*Problem statement*
Could the lines from the top of the material to the line that contains "position:absolute; height:35px; border-radius:18px;" be retyped exactly, both included and pictures omitted?

*Information shown*

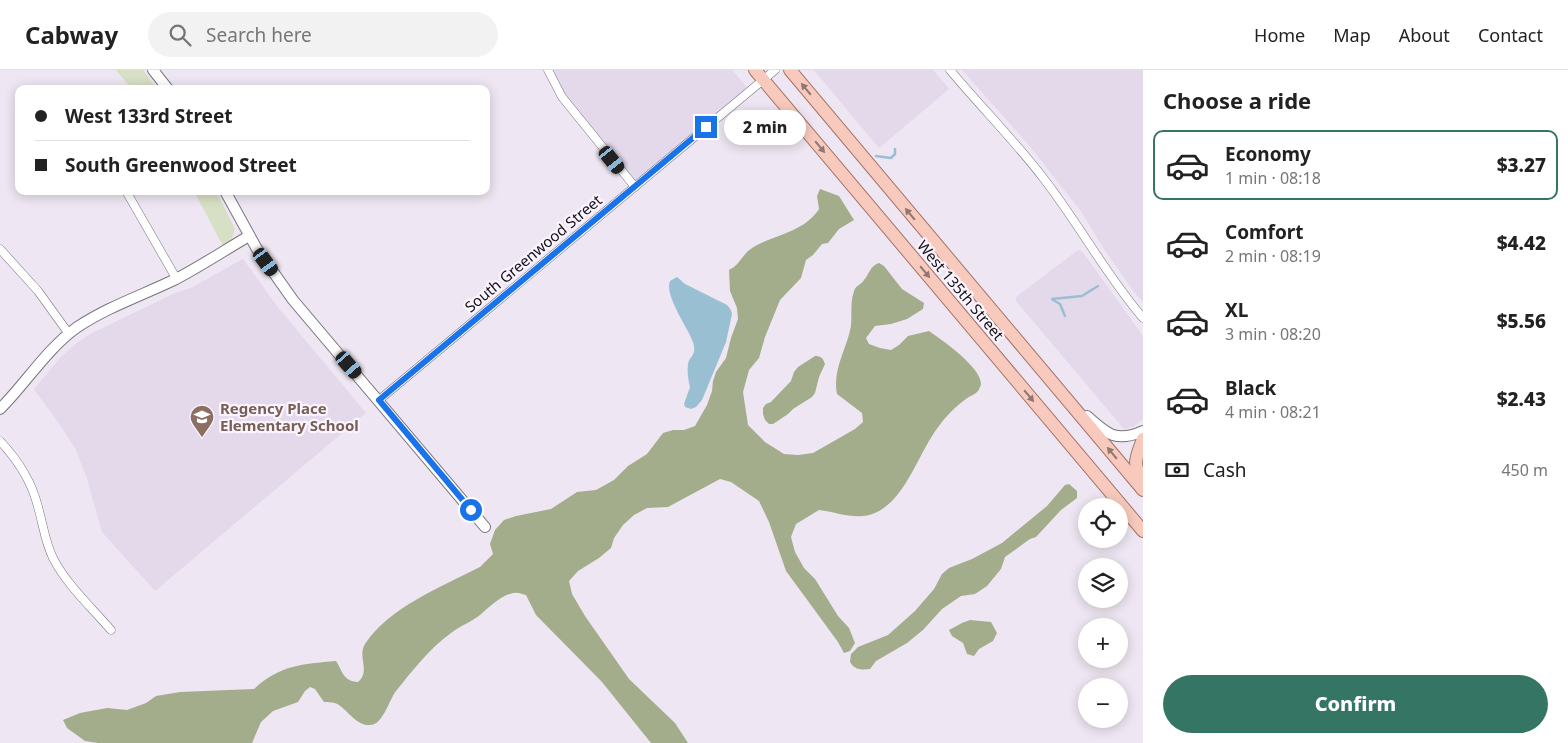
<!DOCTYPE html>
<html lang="en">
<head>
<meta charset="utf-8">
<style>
	:root { --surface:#fff; --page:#f2f2f2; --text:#222; --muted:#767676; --line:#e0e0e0; --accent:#357563 }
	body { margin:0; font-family:"Noto Sans",sans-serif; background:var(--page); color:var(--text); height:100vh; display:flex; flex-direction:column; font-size:19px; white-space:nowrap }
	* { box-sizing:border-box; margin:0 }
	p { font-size:16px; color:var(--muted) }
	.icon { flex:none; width:28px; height:28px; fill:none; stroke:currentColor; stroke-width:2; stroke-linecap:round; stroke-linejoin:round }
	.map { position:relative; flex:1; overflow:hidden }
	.side { display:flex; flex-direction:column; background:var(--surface); width:425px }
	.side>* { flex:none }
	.banner { position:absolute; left:15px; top:15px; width:475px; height:110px; border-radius:10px; box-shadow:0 2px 12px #0003; display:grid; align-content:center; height:110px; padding:0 20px; background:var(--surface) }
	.buttons { position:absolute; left:1078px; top:428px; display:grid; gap:10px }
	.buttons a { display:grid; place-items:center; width:50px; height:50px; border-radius:50%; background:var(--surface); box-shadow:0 2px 12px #0003; font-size:25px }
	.end { position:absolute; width:22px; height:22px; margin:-11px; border:6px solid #1a73e8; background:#fff; box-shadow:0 0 0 2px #fff }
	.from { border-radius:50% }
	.bubble { position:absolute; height:35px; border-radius:18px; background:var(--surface); box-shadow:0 2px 12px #0003; font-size:16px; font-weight:800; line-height:35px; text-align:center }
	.car { position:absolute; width:15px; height:30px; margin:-15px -8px; border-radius:6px; box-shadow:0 0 4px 1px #0007; background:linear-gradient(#222 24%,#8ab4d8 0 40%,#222 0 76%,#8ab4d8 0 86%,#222 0) }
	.banner b { display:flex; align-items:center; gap:18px; height:48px; font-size:19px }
	.banner b+b { border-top:1px solid var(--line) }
	.banner i { width:12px; height:12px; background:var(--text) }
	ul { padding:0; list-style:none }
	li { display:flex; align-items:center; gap:15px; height:70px; margin:0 10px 8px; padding:0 10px; border:2px solid transparent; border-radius:10px }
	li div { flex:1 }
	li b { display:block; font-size:19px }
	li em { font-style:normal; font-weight:800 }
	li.selected { border-color:var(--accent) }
	li>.icon { width:45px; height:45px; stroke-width:1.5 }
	h2 { padding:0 20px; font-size:22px; line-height:60px }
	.pay { display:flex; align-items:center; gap:12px; height:55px; padding:0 20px; font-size:19px }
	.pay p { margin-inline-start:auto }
	.button { display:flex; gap:10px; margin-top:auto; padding:10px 20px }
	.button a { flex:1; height:58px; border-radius:30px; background:var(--accent); color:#fff; font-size:20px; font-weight:800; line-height:58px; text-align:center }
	header { display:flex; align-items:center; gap:30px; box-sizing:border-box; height:70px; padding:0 25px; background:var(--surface); border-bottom:1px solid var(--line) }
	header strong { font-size:24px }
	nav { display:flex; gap:28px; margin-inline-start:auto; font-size:18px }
	.search { width:350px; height:45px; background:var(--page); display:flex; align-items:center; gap:12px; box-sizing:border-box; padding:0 18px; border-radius:28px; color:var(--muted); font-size:19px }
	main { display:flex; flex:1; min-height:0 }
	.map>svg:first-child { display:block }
	.built { fill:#e4d8eb }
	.green { fill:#d7dfc4 }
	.forest { fill:#a3ad8b }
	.water { fill:#99bfd2 }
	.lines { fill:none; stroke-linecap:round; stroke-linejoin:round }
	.stream { stroke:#99bfd2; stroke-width:2.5 }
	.minor-casing { stroke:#79737e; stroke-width:9 }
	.tertiary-casing { stroke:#79737e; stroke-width:12 }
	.primary-casing { stroke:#a57266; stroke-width:14 }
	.minor { stroke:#fff; stroke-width:8 }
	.tertiary { stroke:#fff; stroke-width:10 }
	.primary { stroke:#f8cabd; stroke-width:12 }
	.oneway { fill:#917772 }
	.route { stroke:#1a73e8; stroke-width:6 }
	.labels { text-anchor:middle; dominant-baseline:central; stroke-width:4.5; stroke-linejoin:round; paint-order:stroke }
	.street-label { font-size:15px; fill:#141216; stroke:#faf4fe }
	.education-label { font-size:15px; font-weight:bold; fill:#785e54; stroke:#faf4fe; text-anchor:start }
</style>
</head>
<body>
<header>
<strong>Cabway</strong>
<div class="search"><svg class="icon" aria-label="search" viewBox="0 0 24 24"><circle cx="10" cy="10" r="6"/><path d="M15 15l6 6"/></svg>Search here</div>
<nav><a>Home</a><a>Map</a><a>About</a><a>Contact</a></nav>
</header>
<main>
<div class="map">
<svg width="1143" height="673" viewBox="0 0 1143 673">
	<rect width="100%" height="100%" fill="#eee6f2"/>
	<g class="built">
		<path d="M548,0H732L750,21L635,117L562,27Z"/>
		<path d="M814,0H933L949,19L879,78Z"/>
		<path d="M962,0H1143V232L1134,222L1106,182L1080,140L1053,106L1029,75Z"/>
		<path d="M1078,180L1082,181L1143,266V349L1133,357L1124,359L1016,231V227Z"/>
		<path d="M243,189L280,240L366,343L155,521L102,462L87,409L76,380L60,355L34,319L60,288L74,275L90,264L175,223L191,218Z"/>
	</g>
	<g class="green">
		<path d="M116,0H143L157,19H132Z"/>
		<path d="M194,121H216L235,159L232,168L223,176Z"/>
	</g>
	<g class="forest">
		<path d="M820,119L839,126L854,150L839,159L828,173L822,174L813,185L806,190L801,208L780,230L765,267L759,288L749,300L743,322L748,355L765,372L784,384L798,385L813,383L855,359L863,352L862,343L837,324C832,299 847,279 851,256C852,245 850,232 854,221C856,215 861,215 864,210C870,203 870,196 879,193L884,196L902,219L924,233L923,239L907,249L891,254L875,256L866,268L869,274L880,278L891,280L899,275L908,266L929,261C942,270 981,297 981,314C981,315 979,320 978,321C975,325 969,326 966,329C956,336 946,346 939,356C919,381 906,430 875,443C857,451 837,442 819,440L796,454L791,467L795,482L804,498L815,509L838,546L849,558L855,573L850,581L844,583L838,572L786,501L769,452L759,431L731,412L720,409L668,437L647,438L634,445L623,455L614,468L611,478L599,488L578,501L569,511L572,524L585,546L629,609L675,653L688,673H651L602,612L536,545L526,525C523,525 518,522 515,523C504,523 488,538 480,545C471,552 460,556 451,563C429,579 413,600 396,621C389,630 383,655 370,655C357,656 348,641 339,635C335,632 328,632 324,632L315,619L310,617L305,621L298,632L273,641L261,652L252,673H98L85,671L67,658L63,650L80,643L107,638L127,640L146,633L156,626L180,622L254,619C280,595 302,594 336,591C343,602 343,611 358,612C371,601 357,587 365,574C388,538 443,516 480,497L493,484L490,474L495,460L504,450L516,446L551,439L577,422L596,420L614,410L628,396L647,384L663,363L673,360H684L695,356L707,335L712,321L713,311L716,302L726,288L731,268L738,249L737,238L730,221L729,200C738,196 741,188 748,181C770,164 802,165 819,139L817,126Z"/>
		<path d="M815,286C821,286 823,288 825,294L819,307L815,323L812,327L793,339L788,344L773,354H769L765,350L763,344V338L766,334L771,332L791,311L794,302L798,297Z"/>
		<path d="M1069,414L1077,421V428L1061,440L1036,467L1030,469L1005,487L1001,499L987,516L975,524L961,526L942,539L923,560L907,573L876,591L870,599C861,600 855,600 850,592L851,584L858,577L888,565L915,541L934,519L942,504L949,498L972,489L1002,473L1047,436L1065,415Z"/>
		<path d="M970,550L991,552L997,563L993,571L979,579L974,586L967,584L963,573L952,566L949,560L962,553Z"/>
	</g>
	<path class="water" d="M677,207L685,214L727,235L731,240L732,244L726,272L702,330L696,337L691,339L685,337L684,334L690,317C688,309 687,302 688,294C690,285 697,286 693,272C688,258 664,225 670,211Z"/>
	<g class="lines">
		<g class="stream">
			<path d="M876,86L891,88L895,84V79"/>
			<path d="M1052,229L1082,226L1098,216"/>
			<path d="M1053,230L1060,234L1065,246"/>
		</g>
		<defs>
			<g id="minor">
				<path d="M548,0L562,27L635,117"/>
				<path d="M950,0C981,37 1015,71 1044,109C1079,154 1106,205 1143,248"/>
				<path d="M126,121L176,208"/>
				<path d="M0,179L38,221L69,264"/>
				<path d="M379,330L775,0"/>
				<path d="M0,371C17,389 32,412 38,437C43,454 45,472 53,488C66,514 92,538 111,560"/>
			</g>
			<g id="tertiary">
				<path d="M153,0L168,19"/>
				<path d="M225,121L257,179L293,230L485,457"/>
				<path d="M0,339C26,313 46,280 76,258C107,237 143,225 176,209C201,196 225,180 249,166"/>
				<path d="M1087,346C1107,364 1116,373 1143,361"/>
			</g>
			<g id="primary">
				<path d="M755,0L1143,461"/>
				<path d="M790,0L1143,420"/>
				<path d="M1143,369C1137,386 1131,394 1143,410"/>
			</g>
		</defs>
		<use href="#minor" class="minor-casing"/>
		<use href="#tertiary" class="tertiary-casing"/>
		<use href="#primary" class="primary-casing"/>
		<use href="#minor" class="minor"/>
		<use href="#tertiary" class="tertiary"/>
		<use href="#primary" class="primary"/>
	</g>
	<defs><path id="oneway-solid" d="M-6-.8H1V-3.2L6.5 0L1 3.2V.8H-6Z" transform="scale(1.25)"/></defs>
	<g class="oneway">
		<use href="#oneway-solid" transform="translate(806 19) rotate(-130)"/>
		<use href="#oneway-solid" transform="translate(820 77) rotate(50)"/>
		<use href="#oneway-solid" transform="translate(910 144) rotate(-130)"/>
		<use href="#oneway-solid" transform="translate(925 202) rotate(50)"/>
		<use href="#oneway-solid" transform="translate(1029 326) rotate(50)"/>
		<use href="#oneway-solid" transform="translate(1112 383) rotate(-130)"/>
	</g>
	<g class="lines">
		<path class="route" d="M471,440L379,330L706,57"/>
	</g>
	<defs>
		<symbol id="school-pin" viewBox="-11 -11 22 30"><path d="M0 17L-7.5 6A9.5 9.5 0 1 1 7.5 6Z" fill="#8d6e63" stroke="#faf4fe"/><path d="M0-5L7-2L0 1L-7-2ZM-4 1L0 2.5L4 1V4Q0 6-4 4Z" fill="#fff"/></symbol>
	</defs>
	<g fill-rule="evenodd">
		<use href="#school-pin" x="188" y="333" width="28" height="38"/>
	</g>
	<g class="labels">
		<g class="street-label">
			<text transform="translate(533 183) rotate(-40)">South Greenwood Street</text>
			<text transform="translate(961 220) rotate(50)">West 135th Street</text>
		</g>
		<g class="education-label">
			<text x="220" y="338">Regency Place<tspan x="220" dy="17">Elementary School</tspan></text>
		</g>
	</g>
</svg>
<div class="buttons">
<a><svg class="icon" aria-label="locate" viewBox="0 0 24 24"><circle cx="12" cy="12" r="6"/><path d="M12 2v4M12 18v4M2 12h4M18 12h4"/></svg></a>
<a><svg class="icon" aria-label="layers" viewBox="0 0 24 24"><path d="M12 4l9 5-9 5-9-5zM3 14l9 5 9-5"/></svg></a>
<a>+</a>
<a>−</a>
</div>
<i class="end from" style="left:471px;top:440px"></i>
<i class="end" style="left:706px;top:57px"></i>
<div class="bubble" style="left:724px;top:40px;width:82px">2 min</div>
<i class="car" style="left:612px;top:90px;rotate:141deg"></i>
<i class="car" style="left:266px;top:192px;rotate:144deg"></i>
<i class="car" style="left:349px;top:295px;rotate:139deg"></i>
<div class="banner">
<b><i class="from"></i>West 133rd Street</b>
<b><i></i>South Greenwood Street</b>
</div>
</div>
<section class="side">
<h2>Choose a ride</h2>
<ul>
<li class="selected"><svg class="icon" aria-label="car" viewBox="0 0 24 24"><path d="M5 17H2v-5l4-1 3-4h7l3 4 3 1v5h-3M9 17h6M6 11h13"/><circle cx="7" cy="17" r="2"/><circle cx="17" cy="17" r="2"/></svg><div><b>Economy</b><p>1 min · 08:18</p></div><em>$3.27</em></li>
<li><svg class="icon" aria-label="car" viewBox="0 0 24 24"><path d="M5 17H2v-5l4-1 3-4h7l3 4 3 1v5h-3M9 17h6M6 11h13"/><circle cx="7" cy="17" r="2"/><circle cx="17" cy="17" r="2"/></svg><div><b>Comfort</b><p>2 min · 08:19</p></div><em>$4.42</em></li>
<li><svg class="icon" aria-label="car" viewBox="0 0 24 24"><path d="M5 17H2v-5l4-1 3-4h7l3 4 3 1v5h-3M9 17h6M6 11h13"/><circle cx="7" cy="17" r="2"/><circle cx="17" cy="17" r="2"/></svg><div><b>XL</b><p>3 min · 08:20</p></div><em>$5.56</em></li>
<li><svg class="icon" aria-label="car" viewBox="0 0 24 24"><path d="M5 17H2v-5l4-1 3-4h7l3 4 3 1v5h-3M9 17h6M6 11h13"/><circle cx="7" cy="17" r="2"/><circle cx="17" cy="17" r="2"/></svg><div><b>Black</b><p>4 min · 08:21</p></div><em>$2.43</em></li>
</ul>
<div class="pay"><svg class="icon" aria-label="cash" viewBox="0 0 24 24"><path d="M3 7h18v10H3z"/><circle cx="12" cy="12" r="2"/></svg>Cash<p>450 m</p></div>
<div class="button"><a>Confirm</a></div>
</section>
</main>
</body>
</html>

*Task response*
<!DOCTYPE html>
<html lang="en">
<head>
<meta charset="utf-8">
<style>
	:root { --surface:#fff; --page:#f2f2f2; --text:#222; --muted:#767676; --line:#e0e0e0; --accent:#357563 }
	body { margin:0; font-family:"Noto Sans",sans-serif; background:var(--page); color:var(--text); height:100vh; display:flex; flex-direction:column; font-size:19px; white-space:nowrap }
	* { box-sizing:border-box; margin:0 }
	p { font-size:16px; color:var(--muted) }
	.icon { flex:none; width:28px; height:28px; fill:none; stroke:currentColor; stroke-width:2; stroke-linecap:round; stroke-linejoin:round }
	.map { position:relative; flex:1; overflow:hidden }
	.side { display:flex; flex-direction:column; background:var(--surface); width:425px }
	.side>* { flex:none }
	.banner { position:absolute; left:15px; top:15px; width:475px; height:110px; border-radius:10px; box-shadow:0 2px 12px #0003; display:grid; align-content:center; height:110px; padding:0 20px; background:var(--surface) }
	.buttons { position:absolute; left:1078px; top:428px; display:grid; gap:10px }
	.buttons a { display:grid; place-items:center; width:50px; height:50px; border-radius:50%; background:var(--surface); box-shadow:0 2px 12px #0003; font-size:25px }
	.end { position:absolute; width:22px; height:22px; margin:-11px; border:6px solid #1a73e8; background:#fff; box-shadow:0 0 0 2px #fff }
	.from { border-radius:50% }
	.bubble { position:absolute; height:35px; border-radius:18px; background:var(--surface); box-shadow:0 2px 12px #0003; font-size:16px; font-weight:800; line-height:35px; text-align:center }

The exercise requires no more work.